In this notebook, we will study how homeostasis (cooperation) may be an essential ingredient to this algorithm working on a winner-take-all basis (competition). This extension has been published as Perrinet, Neural Computation (2010) (see http://invibe.net/LaurentPerrinet/Publications/Perrinet10shl ). Compared to the previous post, we integrated the faster code to https://github.com/bicv/SHL_scripts.

See also the other posts on unsupervised learning,

This is joint work with Victor Boutin.

Summary: using the functions from the module allows to achieve homeostasis in the coding.

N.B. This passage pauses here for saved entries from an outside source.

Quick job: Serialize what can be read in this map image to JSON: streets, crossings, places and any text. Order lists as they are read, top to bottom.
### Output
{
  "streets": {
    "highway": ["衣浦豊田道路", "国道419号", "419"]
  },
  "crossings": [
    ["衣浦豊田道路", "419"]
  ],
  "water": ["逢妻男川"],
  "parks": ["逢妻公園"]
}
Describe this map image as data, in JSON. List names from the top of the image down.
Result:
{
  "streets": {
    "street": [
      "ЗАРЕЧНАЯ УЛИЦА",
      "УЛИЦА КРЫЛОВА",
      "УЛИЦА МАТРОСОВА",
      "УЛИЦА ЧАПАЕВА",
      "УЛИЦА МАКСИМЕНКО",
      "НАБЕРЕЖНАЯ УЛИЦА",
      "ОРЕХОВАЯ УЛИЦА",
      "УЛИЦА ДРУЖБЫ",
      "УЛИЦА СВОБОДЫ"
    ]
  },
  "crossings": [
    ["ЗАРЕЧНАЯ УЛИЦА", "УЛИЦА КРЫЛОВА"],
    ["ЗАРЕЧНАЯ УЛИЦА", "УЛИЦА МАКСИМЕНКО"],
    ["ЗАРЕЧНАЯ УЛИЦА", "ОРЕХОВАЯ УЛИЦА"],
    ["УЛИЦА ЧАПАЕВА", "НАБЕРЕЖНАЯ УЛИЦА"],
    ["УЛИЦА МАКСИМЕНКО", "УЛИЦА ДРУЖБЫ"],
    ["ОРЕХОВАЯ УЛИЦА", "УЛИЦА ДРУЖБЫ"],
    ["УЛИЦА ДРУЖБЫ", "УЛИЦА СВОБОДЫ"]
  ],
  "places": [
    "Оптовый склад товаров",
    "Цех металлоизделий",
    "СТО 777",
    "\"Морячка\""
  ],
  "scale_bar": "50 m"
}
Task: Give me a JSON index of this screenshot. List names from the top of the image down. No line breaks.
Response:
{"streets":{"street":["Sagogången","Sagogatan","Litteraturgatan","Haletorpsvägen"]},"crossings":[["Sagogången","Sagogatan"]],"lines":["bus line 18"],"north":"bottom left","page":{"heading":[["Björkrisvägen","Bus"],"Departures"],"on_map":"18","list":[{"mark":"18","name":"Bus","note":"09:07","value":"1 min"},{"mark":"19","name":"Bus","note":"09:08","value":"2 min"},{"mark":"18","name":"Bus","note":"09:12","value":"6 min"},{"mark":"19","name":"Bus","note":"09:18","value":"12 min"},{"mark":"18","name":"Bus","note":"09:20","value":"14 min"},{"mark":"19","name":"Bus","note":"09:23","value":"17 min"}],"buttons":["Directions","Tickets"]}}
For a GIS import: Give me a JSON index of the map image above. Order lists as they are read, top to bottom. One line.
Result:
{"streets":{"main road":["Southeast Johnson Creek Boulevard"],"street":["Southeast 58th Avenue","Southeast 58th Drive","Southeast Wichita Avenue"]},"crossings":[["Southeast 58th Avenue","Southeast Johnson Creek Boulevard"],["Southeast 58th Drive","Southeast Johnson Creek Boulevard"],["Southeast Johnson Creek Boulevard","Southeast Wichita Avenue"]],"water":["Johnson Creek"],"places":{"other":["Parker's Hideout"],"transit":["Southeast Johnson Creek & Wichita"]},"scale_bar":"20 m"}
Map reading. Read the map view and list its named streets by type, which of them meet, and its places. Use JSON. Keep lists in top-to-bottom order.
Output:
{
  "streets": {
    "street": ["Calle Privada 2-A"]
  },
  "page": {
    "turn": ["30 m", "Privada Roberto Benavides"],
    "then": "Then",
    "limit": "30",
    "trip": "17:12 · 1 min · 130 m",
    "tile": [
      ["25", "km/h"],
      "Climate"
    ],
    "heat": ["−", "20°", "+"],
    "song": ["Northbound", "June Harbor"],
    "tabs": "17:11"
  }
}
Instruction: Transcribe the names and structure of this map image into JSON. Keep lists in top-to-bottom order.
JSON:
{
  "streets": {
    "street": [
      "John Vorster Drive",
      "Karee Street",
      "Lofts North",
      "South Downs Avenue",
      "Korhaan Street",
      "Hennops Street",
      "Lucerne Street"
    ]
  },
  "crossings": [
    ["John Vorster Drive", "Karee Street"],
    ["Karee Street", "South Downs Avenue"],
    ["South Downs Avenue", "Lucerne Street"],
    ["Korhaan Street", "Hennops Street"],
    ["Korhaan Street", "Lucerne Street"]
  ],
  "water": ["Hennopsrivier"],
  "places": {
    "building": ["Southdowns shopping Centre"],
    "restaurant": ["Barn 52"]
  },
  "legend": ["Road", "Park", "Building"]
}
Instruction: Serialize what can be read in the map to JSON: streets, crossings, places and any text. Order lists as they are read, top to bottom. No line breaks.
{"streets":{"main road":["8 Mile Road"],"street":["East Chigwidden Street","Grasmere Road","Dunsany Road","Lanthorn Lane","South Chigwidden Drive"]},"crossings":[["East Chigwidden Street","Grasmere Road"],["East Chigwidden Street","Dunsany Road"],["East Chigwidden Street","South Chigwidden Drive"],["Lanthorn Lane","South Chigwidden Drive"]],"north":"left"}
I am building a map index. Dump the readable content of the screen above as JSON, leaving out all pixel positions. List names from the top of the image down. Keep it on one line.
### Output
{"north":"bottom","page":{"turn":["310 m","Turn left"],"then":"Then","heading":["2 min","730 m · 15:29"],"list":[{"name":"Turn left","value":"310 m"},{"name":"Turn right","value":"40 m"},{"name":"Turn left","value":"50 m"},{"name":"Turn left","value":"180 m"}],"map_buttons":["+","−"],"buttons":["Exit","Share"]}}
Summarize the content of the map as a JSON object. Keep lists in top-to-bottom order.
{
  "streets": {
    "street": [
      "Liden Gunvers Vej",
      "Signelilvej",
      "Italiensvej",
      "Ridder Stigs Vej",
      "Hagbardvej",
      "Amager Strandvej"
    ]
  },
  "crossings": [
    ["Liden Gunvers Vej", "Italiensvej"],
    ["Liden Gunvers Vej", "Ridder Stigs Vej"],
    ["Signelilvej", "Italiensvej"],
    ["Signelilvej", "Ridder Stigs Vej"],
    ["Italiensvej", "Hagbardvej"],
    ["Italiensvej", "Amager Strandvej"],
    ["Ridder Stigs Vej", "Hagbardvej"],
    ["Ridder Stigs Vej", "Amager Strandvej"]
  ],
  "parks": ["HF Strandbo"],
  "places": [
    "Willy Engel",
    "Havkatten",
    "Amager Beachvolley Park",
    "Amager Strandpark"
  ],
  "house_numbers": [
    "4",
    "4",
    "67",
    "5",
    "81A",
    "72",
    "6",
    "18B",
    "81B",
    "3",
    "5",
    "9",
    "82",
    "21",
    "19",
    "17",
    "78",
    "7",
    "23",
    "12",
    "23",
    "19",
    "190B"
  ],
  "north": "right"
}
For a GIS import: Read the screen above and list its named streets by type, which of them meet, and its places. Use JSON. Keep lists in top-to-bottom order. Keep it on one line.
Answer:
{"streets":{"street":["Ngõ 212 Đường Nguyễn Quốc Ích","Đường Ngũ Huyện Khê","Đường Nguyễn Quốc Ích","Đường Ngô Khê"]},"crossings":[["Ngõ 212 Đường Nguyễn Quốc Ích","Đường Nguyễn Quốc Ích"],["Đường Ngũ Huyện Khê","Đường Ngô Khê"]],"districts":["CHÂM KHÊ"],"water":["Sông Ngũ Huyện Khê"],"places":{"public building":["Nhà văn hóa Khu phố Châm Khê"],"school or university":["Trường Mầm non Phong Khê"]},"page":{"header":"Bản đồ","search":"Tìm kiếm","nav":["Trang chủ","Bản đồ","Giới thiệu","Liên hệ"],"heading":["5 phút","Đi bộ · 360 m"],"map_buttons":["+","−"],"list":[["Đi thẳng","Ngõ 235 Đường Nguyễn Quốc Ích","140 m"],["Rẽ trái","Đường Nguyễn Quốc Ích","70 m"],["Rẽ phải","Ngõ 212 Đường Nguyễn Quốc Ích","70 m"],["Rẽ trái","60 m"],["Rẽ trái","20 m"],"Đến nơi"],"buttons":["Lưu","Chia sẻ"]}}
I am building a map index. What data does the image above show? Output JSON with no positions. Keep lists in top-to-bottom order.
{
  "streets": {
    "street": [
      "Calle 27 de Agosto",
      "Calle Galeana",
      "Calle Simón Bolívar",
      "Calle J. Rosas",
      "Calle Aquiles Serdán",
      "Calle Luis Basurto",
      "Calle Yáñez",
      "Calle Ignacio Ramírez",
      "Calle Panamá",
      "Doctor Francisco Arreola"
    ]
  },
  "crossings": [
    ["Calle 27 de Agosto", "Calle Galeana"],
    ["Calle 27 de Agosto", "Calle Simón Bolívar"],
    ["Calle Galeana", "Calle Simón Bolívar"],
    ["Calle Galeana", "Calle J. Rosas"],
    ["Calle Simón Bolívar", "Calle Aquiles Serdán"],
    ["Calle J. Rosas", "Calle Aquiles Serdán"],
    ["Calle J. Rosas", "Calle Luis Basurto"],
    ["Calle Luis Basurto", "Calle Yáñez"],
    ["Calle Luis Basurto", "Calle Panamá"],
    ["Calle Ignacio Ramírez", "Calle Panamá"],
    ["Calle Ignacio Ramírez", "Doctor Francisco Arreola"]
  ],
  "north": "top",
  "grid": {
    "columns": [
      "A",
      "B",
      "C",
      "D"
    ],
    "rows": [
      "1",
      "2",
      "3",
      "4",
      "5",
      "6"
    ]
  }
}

using fast Pcum functions from shl_scripts

In [1]:
%load_ext autoreload
%autoreload 2
import matplotlib.pyplot as plt
import matplotlib
%matplotlib inline
import numpy as np
np.set_printoptions(formatter = dict( float = lambda x: "%.3g" % x ), precision=3, suppress=True, threshold=np.inf)
import time
In [2]:
DEBUG = True
DEBUG = False
if not DEBUG:
    matname = '2017-05-31_Testing_COMPs'
    DEBUG_DOWNSCALE = 1
else:
    matname = '2017-05-31_Testing_COMPs-DEBUG'
    DEBUG_DOWNSCALE = 10

seed = 42
nb_quant = 512
C = 5.
do_sym = False

from shl_scripts.shl_experiments import SHL
shl = SHL(DEBUG_DOWNSCALE=DEBUG_DOWNSCALE, seed=seed, 
           eta=0.05, verbose=2, record_each=50, n_iter=1000, eta_homeo=0., alpha_homeo=1., 
          do_sym=do_sym, nb_quant=nb_quant, C=C)
data = shl.get_data(matname=matname)
loading the data called : data_cache/2017-05-31_Testing_COMPs_data
In [3]:
test_size = data.shape[0]//2
data_training = data[:test_size, :]
data_test = data[test_size:,:]   
#DEBUG
test_size = data.shape[0]//20
data_training = data[:(data.shape[0]-test_size),:].copy()
data_test = data[:test_size, :].copy()

We start off by using a short learning with no homeostasis such that we end up with a unbalanced dictionary:

In [4]:
dico_partial_learning = shl.learn_dico(data=data_training, matname=matname)
loading the dico called : data_cache/2017-05-31_Testing_COMPs_dico.pkl
In [5]:
fig, ax = shl.show_dico(dico_partial_learning, data=data, title=matname)
fig.show()
fig, ax = shl.time_plot(dico_partial_learning, variable='prob_active');
fig.show()

classical unsupervised learning with Matching Pursuit

In [6]:
n_samples, n_pixels = data_test.shape
n_dictionary, n_pixels = dico_partial_learning.dictionary.shape
norm_each_filter = np.sqrt(np.sum(dico_partial_learning.dictionary**2, axis=1))
dico_partial_learning.dictionary /= norm_each_filter[:,np.newaxis]

sparse_code_mp = shl.code(data_test, dico_partial_learning, matname=matname)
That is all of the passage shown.